Uti possidetis juris or uti possidetis iuris (Latin for "as [you] possess under law") is a principle of international law which provides that newly-formed sovereign states should retain the internal borders that their preceding dependent area had before their independence.

History
Uti possidetis juris is a modified form of uti possidetis; created for the purpose of avoiding terra nullius, the original version of uti possidetis began as a Roman law governing the rightful possession of property. During the medieval period it evolved into a law governing international relations and has recently been modified for situations related to newly independent states.

Application
Uti possidetis juris has been applied in modern history to such regions as South America, Africa, the Middle East, and the Soviet Union, and numerous other regions where centralized governments were broken up, where imperial rulers were overthrown, or where League of Nations mandates ended, e.g. Palestine and Nauru. It is often applied to prevent foreign intervention by eliminating any contested terra nullius, or no man's land, that foreign powers could claim, or to prevent disputes that could emerge with the possibility of redrawing the borders of new states after their independence.

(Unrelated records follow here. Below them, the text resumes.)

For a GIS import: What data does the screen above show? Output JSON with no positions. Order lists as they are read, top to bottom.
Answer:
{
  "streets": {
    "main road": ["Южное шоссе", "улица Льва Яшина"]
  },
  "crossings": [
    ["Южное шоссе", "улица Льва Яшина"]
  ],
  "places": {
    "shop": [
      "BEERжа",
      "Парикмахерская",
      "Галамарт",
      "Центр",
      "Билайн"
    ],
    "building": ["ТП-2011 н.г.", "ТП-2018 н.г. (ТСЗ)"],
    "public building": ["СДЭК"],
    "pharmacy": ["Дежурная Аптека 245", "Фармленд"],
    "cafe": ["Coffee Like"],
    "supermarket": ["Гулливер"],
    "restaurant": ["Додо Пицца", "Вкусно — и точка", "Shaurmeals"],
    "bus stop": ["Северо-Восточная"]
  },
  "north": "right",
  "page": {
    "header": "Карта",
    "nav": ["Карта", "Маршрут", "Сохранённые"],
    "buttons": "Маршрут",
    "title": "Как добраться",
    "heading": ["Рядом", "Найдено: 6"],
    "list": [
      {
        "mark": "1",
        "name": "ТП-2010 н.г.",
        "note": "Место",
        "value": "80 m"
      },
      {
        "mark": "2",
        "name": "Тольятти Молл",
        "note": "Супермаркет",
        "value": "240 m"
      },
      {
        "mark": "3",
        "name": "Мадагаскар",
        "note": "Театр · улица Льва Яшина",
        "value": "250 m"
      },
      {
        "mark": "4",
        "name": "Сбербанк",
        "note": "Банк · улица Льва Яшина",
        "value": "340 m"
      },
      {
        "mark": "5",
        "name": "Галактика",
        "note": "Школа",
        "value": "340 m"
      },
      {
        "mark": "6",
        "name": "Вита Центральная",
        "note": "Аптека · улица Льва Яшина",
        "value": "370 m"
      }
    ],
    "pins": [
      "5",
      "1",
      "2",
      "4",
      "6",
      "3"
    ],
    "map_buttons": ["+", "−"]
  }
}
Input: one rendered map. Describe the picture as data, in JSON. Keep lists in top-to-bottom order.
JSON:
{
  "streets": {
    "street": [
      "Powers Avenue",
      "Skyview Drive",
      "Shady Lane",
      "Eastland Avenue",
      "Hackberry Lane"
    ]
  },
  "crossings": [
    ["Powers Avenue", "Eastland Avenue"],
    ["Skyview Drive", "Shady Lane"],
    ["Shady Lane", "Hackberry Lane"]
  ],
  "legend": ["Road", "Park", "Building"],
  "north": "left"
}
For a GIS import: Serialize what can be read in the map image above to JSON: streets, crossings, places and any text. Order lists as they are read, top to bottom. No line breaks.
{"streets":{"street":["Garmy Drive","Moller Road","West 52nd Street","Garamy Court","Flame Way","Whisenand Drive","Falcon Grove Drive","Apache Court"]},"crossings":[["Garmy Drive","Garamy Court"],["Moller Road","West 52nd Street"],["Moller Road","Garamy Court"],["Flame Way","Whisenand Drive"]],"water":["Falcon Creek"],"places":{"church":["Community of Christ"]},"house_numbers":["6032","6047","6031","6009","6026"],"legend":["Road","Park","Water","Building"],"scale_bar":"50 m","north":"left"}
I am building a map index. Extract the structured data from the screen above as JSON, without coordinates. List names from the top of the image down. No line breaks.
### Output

The principle was also applied by the Badinter Arbitration Committee in opinions related to the disintegration of Yugoslavia, specifically no. 2, on self-determination, and no. 3, on the nature of the boundaries between Croatia and Serbia and between Bosnia and Herzegovina and Serbia.

Argentina and Chile base their territorial claims in Antarctica on the uti possidetis juris principle in the same manner as their now recognized Patagonian claims.

See also
Uti possidetis

References

Shaw, Malcolm N. (1997). "Peoples, Territorialism and Boundaries." European Journal of International Law 8 (3).
Hensel, Paul R.; Michael E. Allison and Ahmed Khanani (2006). "Territorial Integrity Treaties, Uti Possidetis, and Armed Conflict over Territory." Presented at the Shambaugh Conference "Building Synergies: Institutions and Cooperation in World Politics," University of Iowa, 13 October 2006.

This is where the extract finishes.